= Maine Indian Newsletter =

The Maine Indian Newsletter was a monthly newsletter published independently from 1966 to 1972 in Gardiner, Maine and Freeport, Maine. While the exact address is not listed, the office was on Pine Street in Freeport. All of the articles archived by Dawnland Voices have Pine Street listed as the place to send submissions and money.

The newsletter was produced by Penobscot and Indian Island resident ssipsis, also known as Eugenia T. Thompson, as well as edited by various volunteers on the small staff. The newsletter sought to inform and “serve the Indians in Maine”. Because target readership was Native Americans, the newsletter's content contained items of interest, such as news, fictional stories, advertisements, and art, relevant to native peoples.

==Background==

The Maine Indian Newsletter originated during the Red Power movement, a period in the 60s and 70s of reinvigorated Native American political effort to mobilize their communities into action against the perceived wrongs against their sovereignty by state and federal governments, dating back to initial European colonization. The front cover of the 1972 Maine Indian Newsletter references this social movement as a theme of the newsletter with a handwritten Red Power slogan.

One aspect of the Native American movement to gain full land and self-government involved combating mainstream news by developing their own news sources. Many native peoples resented white mainstream accounts of recent events in the early 70s like the Wounded Knee incident, which they argued unfairly represented American Indians. Because of the increase in Native American periodical publications, this period also marked the inception of the American Indian Press Association, an organization brought about in part to hold native journalism to more rigorous editorial standards as well as work towards developing a national native press that could compete with mainstream news representations of Indian affairs.

At the publication time of later issues of Maine Indian Newsletter, the Penobscot people, joined with the Passamaquoddy tribe, were actively suing the State of Maine over what they argued were violations of 200 year-old land treaties, in that Maine had denied the tribes their right to 12 million acres. Many of the Newsletter issues reflect concerns with Penobscot land and sovereignty rights. Two years after the final publication of Maine Indian Newsletter, the courts reached their verdict in favor of the Penobscot and Passamaquoddy tribes.

==Content==

Newsletters were published monthly and distributed to readers via mail. Each newsletter ran about 16-20 pages long and was produced in black and white on a typewriter with each article hand-typed by ssipsis, the editor.

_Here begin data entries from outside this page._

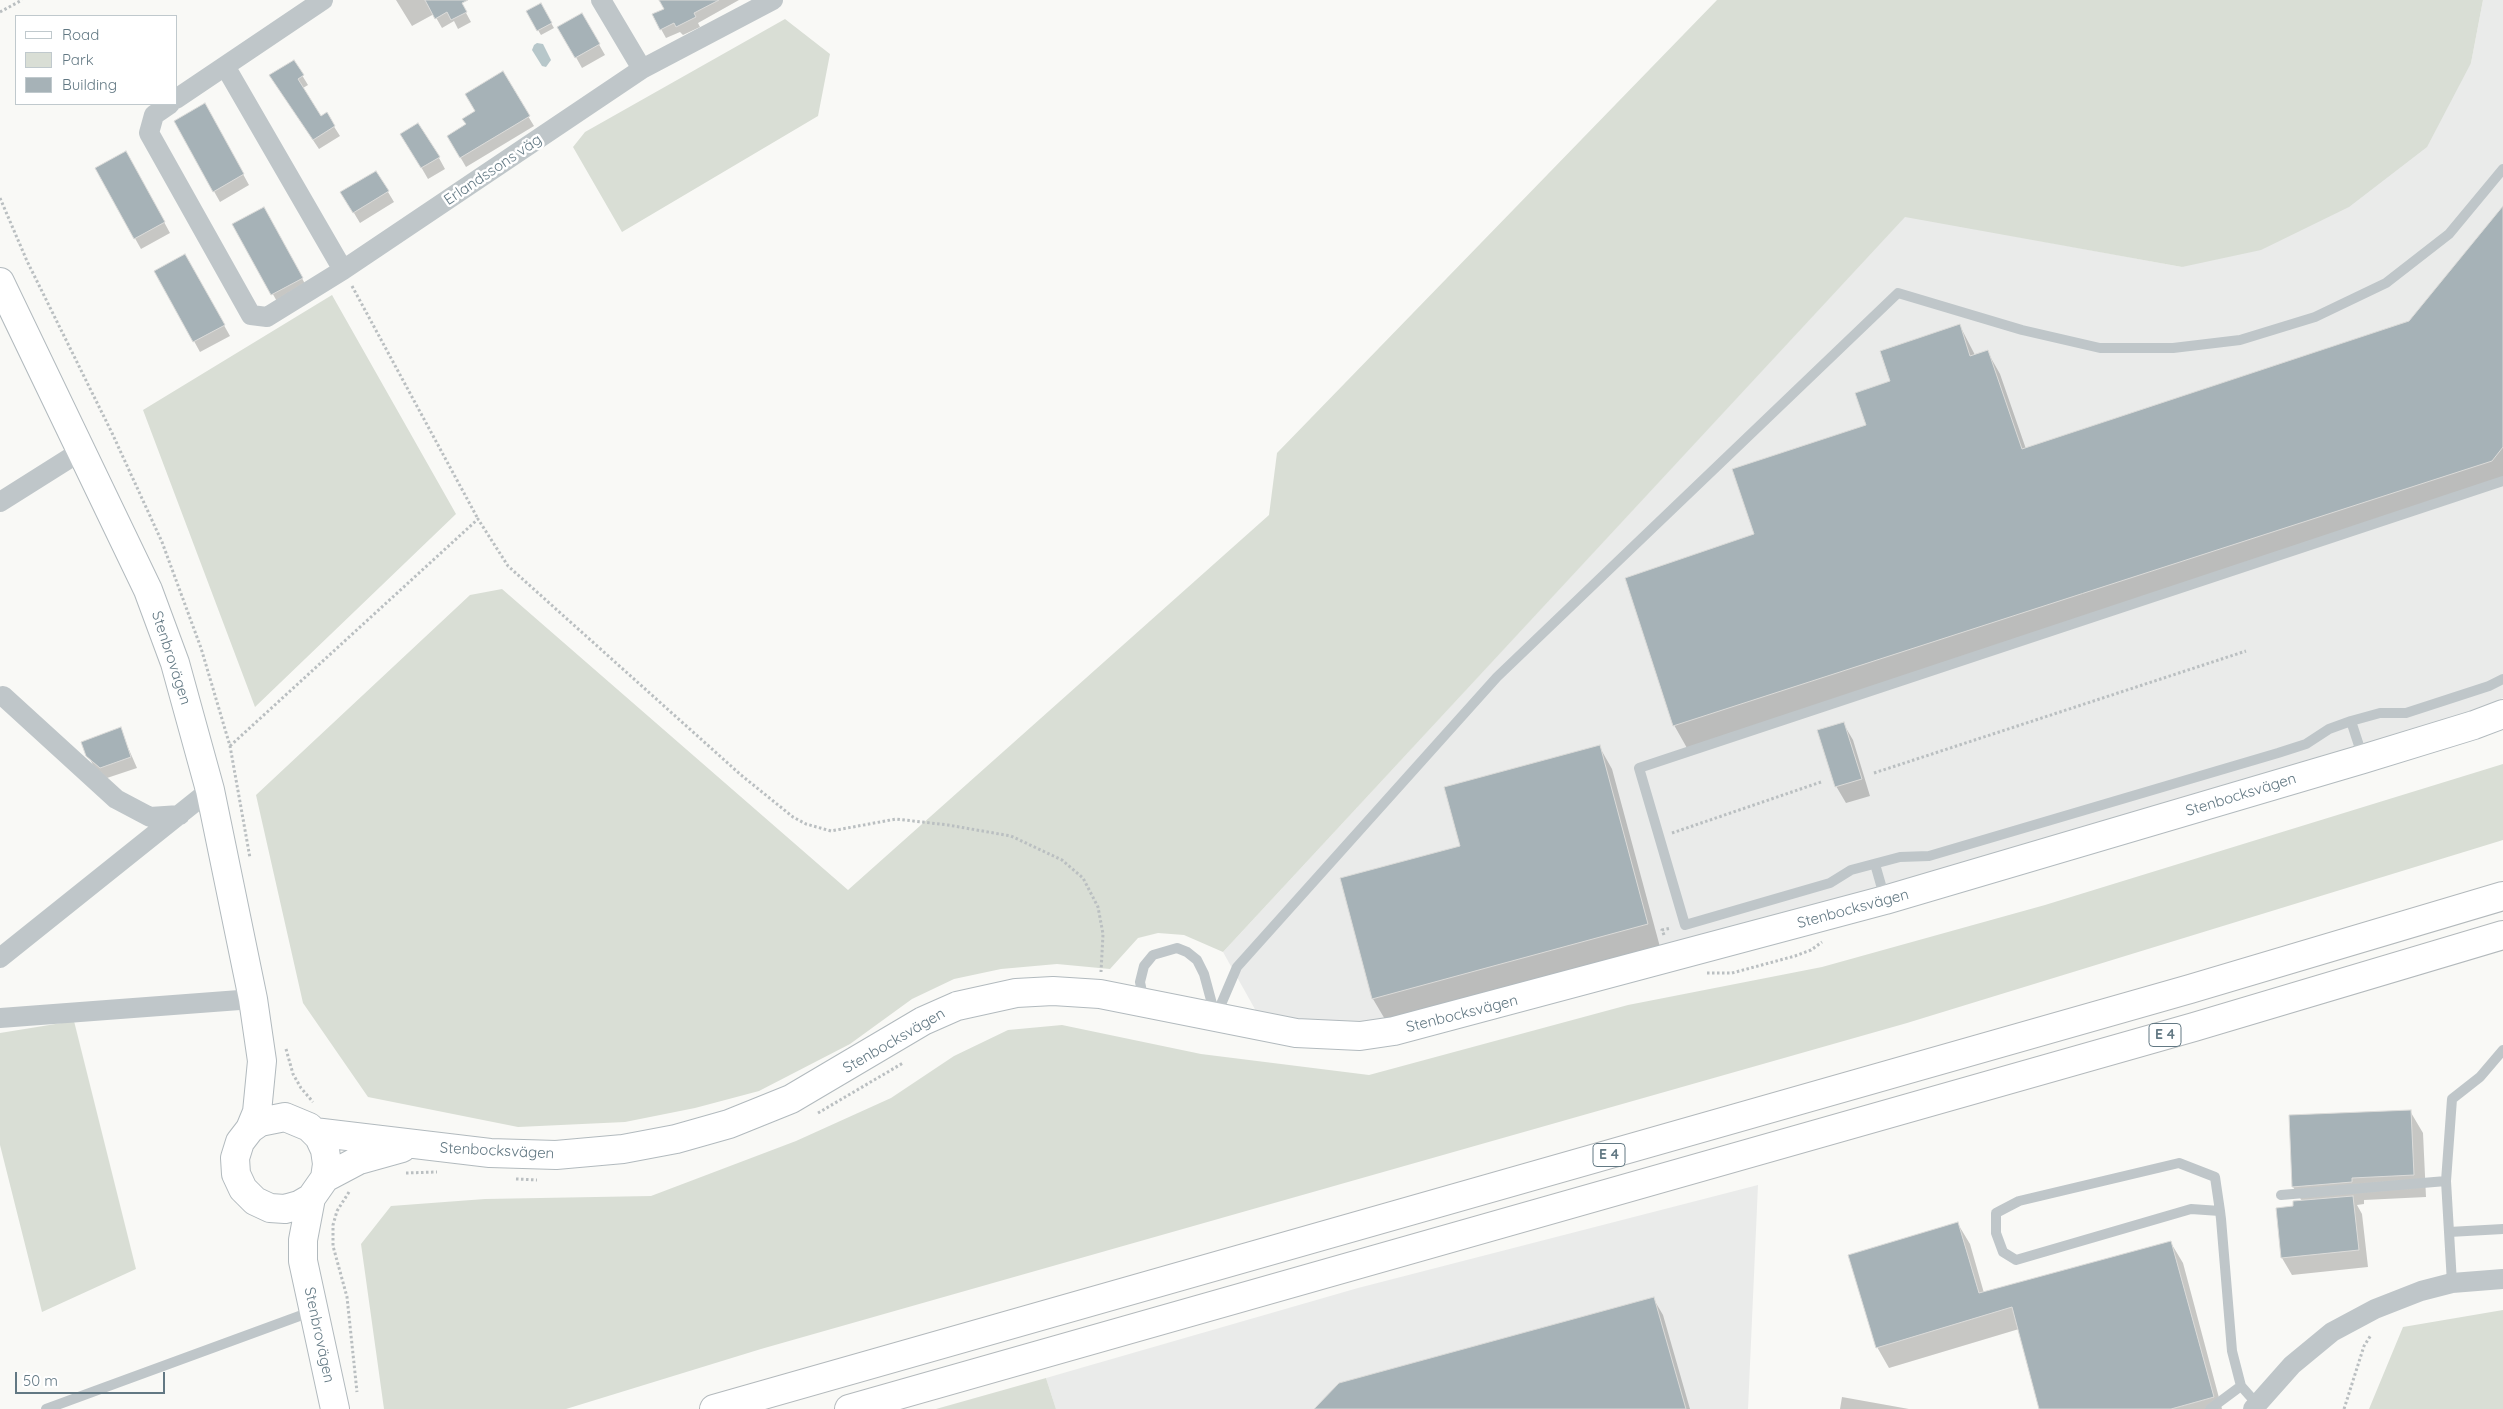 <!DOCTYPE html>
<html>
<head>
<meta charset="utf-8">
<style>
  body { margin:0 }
  #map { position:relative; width:2503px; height:1409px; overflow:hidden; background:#f9f9f6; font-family:Quicksand,sans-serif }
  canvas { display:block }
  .legend { position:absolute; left:15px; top:15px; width:162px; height:90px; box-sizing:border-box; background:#fff; border:1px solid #c0c9cd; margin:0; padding:6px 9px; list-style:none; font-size:15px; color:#627883 }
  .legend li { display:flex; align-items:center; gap:10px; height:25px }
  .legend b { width:25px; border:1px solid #c0c9cd }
  .scale { position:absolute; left:15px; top:1372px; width:150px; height:22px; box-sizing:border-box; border:2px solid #627883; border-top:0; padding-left:6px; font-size:15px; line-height:18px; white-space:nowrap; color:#627883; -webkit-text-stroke:4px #fff; paint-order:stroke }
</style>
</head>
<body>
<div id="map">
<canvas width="2503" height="1409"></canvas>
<ul class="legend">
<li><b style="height:6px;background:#fff"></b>Road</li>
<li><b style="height:14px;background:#d9ded5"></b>Park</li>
<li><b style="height:14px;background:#a6b2b7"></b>Building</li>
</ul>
<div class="scale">50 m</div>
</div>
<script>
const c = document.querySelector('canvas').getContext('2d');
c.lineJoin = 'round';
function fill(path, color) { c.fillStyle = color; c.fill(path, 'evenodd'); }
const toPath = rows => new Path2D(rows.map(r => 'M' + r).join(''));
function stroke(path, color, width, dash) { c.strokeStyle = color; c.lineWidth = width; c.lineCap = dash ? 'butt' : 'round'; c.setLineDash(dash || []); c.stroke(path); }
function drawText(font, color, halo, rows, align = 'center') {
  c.font = font + ' Quicksand,sans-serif'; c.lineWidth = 5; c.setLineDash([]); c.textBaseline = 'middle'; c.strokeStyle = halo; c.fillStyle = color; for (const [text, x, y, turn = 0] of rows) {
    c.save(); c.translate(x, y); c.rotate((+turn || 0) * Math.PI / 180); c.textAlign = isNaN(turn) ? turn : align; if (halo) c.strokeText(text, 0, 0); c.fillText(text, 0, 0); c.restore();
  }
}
fill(toPath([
  [2483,0,2503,0,2503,698,2461,717,1912,879,1418,1015,1368,1023,1304,1021,1256,1011,1223,952,1905,216,2182,267,2471,63],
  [1758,1185,1748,1409,1056,1409,1046,1378,1358,1288]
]), '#eaebea');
fill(toPath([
  [1717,0,2483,0,2471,63,2427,147,2349,207,2261,250,2182,267,1905,217,1223,952,1184,935,1158,933,1138,938,1110,969,1057,964,1001,969,954,979,912,999,850,1044,759,1091,695,1108,625,1122,518,1127,368,1097,303,1003,256,795,470,595,502,589,848,890,1269,515,1277,453],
  [785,19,830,54,818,116,622,232,573,147,585,132],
  [332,295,456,514,255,707,143,410],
  [2503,764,2503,840,1907,1023,761,1349,566,1409,384,1409,361,1244,391,1206,485,1199,651,1196,796,1141,891,1098,954,1056,1008,1030,1062,1025,1201,1054,1369,1075,1628,1005,1822,967,2045,905],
  [74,1021,136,1269,42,1312,0,1145,0,1033],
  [2503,1310,2503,1409,2369,1409,2403,1327],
  [1046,1378,1056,1409,936,1409]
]), '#d9ded5');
fill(toPath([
  [537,43,543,44,551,60,546,67,542,66,532,50,534,45]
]), '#b7c7ca');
fill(toPath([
  [396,0,459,0,471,22,458,29,454,21,442,28,434,14,412,26],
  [661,0,739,0,698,23,700,27,683,35,680,32,666,38,661,29,665,9],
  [540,4,554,28,541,35,527,12],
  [582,15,605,55,582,68,559,27],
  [294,62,308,85,303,88,321,117,326,114,340,136,319,149,270,76],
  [502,73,534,126,466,167,448,136,467,125],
  [205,105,249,185,220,202,175,122],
  [402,134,439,158,445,169,428,179],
  [126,152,170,233,141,249,96,169],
  [376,172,394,202,360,223,342,193],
  [2503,208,2503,484,1687,748,1674,725,1756,535,1868,426,1891,382,1960,326,1975,355,1987,351,2000,374,2026,449,2409,322],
  [263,209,308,289,279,305,234,225],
  [185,256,230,336,200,352,156,272],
  [1843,723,1853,740,1870,796,1846,803,1836,786],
  [120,729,137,768,107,778,94,767,88,755],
  [1599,746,1612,769,1660,947,1386,1021,1373,999,1341,879,1461,847],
  [2410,1111,2423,1133,2426,1197,2364,1200,2364,1204,2357,1205,2362,1214,2368,1267,2292,1275,2282,1258,2277,1209,2294,1207,2302,1201,2293,1187],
  [1958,1224,1970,1244,1984,1293,2171,1243,2183,1263,2222,1409,2041,1409,2019,1329,1889,1368,1877,1347],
  [1653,1298,1663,1315,1690,1409,1318,1409],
  [1842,1397,1909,1409,1840,1409]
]), '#0003');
const building = toPath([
  [425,0,468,0,462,3,467,12,451,20,447,12,435,19,425,0],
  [659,0,719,0,694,13,696,17,676,27,674,23,660,30,652,14,664,9,659,0],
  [541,3,552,23,537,31,526,11,541,3],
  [582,13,600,44,575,58,557,27,582,13],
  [294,60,304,75,298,79,321,116,327,112,335,126,313,140,269,75,294,60],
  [503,71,530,116,460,158,447,136,466,124,462,119,475,111,465,94,503,71],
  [205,103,244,174,213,192,174,121,205,103],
  [418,123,440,157,421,168,400,134,418,123],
  [126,151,165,222,134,239,95,168,126,151],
  [376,171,389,191,353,213,340,192,376,171],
  [2503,206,2503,447,2492,461,1673,726,1625,578,1754,534,1732,469,1866,425,1855,393,1890,381,1880,351,1960,324,1970,356,1988,350,2022,449,2409,321,2503,206],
  [264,207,303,278,271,295,232,224,264,207],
  [185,254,225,325,193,342,154,271,185,254],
  [1844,722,1862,779,1835,787,1817,730,1844,722],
  [121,727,131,757,100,768,86,756,81,742,121,727],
  [1600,745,1648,924,1372,999,1340,878,1460,846,1444,787,1600,745],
  [2411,1110,2414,1175,2352,1178,2352,1182,2292,1187,2289,1115,2411,1110],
  [2353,1196,2359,1250,2281,1258,2276,1208,2293,1206,2293,1201,2353,1196],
  [1958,1222,1979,1293,2171,1241,2214,1397,2171,1409,2039,1409,2012,1307,1876,1348,1848,1255,1958,1222],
  [1654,1297,1686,1409,1314,1409,1339,1383,1654,1297]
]);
fill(building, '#a6b2b7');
stroke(building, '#dbdbd9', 1);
const secondary = toPath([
  [0,282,148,590,175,663,210,790,253,999,262,1061,257,1112,250,1129,240,1142,235,1158,236,1174,243,1189,255,1201,270,1208,285,1209,299,1205,311,1198,325,1178,327,1164,325,1150,319,1137,309,1127,285,1117,260,1122,250,1129],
  [314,1132,490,1153,556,1155,623,1149,676,1139,729,1124,791,1099,923,1021,957,1006,1016,993,1053,991,1100,994,1296,1033,1360,1036,1394,1031,1885,900,2363,759,2474,725,2503,714],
  [325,1178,359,1160,402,1148],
  [311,1198,303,1240,303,1261,335,1409]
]);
const highway = toPath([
  [714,1409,2190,989,2503,896],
  [849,1409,2194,1027,2503,935]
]);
stroke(secondary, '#b2babe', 30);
stroke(highway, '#b3b9bc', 30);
stroke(toPath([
  [0,12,22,0],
  [0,198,27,261,112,433,162,542,201,648,230,746,250,858],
  [352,286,478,519],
  [230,746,478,519,508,566,741,775,793,817,806,824,831,831,896,819,948,825,1011,836,1062,860,1083,878,1098,907,1103,934,1101,972],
  [1874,773,2246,651],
  [1672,833,1821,782],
  [1664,935,1662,930,1671,928],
  [1707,973,1732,973,1795,956,1811,950,1822,942],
  [286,1049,293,1074,301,1088,313,1102],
  [818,1113,903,1063],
  [406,1173,437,1172],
  [516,1179,537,1180],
  [349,1192,337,1211,333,1225,333,1246,347,1297,357,1392],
  [2344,1409,2364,1346,2371,1335]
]), '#babfc1', 3, [2.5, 2.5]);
stroke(toPath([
  [2503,481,1639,768,1685,925,1830,883,1851,870,1900,857,1929,856,2278,753,2306,744,2329,729,2351,721,2380,713,2406,713,2489,686,2503,679],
  [2351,721,2363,758],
  [1875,864,1885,899],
  [1144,1002,1140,982,1144,966,1153,955,1177,948,1187,952,1197,960,1204,974,1215,1015],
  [1216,1016,1237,967,1497,677,1898,293,2022,330,2100,348,2173,348,2240,340,2315,317,2386,283,2449,234,2503,169],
  [2281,1195,2446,1181],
  [2220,1211,2191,1209,2016,1260,2003,1252,1996,1233,1996,1213,2019,1201,2179,1163,2215,1177,2220,1211,2221,1219,2232,1351,2241,1386,2257,1404],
  [2449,1232,2503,1229],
  [2452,1283,2446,1181,2452,1099,2480,1077,2503,1050],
  [46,1409,313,1311],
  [2210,1409,2241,1386]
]), '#bfc6c9', 10);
stroke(toPath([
  [323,0,225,66,343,270,642,69,773,0],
  [601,0,642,69],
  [176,99,225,66],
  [170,104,154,115,149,133,251,315,267,317,343,270],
  [0,502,81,451],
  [3,696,116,799,150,817,180,815],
  [0,958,210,790],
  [0,1018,253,999],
  [2253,1409,2292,1365,2332,1332,2375,1309,2421,1291,2452,1283,2503,1279]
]), '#bfc6c9', 20);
stroke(secondary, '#fff', 28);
stroke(highway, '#fff', 28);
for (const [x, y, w] of [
  [2165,1035,32],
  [1609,1155,32]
]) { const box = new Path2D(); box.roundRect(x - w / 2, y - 11.5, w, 23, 4); c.fillStyle = '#fff'; c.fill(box); stroke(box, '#627883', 1); }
drawText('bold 14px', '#627883', null, [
  ["E 4",2165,1035],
  ["E 4",1609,1155]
]);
drawText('15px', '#627883', '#fff', [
  ["Erlandssons väg",493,170,-34],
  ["Stenbrovägen",171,658,72],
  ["Stenbocksvägen",2241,795,-17],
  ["Stenbocksvägen",1853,909,-15],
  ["Stenbocksvägen",1462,1014,-14],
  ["Stenbocksvägen",894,1041,-30],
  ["Stenbocksvägen",497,1151,3],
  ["Stenbrovägen",319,1335,78]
]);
</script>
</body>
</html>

Unlike some tribal nation newsletters, which are disseminated by the tribal government, the Maine Indian Newsletter was privately produced. The style and format of the newsletter was similar to many American Indian independent publications at the time: short, monthly tabloids produced inexpensively by a small staff that resembled “in formal and technical quality many small-town weeklies”. Informal and sometimes humorous editor's notes commonly featured alongside articles in each issue.

Content ranged from local Indian Island reservation news, such as births, deaths, and tribal government meeting minutes, to national events and legislation pertinent to Native Americans. Other information covered included stories, jokes, comics, letters to the editor, and native business advertisements. Articles, especially those in the earlier publications, were often recycled stories about serious issues from other Indian and non-Indian newspapers across the state and nation, such as Bangor Daily News and Navajo Times. Readers were welcome to contribute to each issue, and frequently did.

Although intended to serve the Indians of Maine, readers did not just include on and off- reservation Penobscot Indians and indigenous people from other Maine tribes. Readership also extended beyond Maine borders and outside of the native community, such that the editor included a $2 newsletter subscription fee as of January 1968 for non-Indians (the newsletter was free for American Indians).

The hope behind the subscription fee was to "see if the newsletter could be self supporting." Some national newsletters charge for their articles but local publications like The Chehalis Tribal Newsletter do not charge. Local publications have a stronger desire to actively benefit their community.

There are several stories from the October 1967 issue that are further developed in later issues. For example, the Pine Tree Legal Assistance group is mentioned in October 1967 and is further expanded on in the February 1968 issue.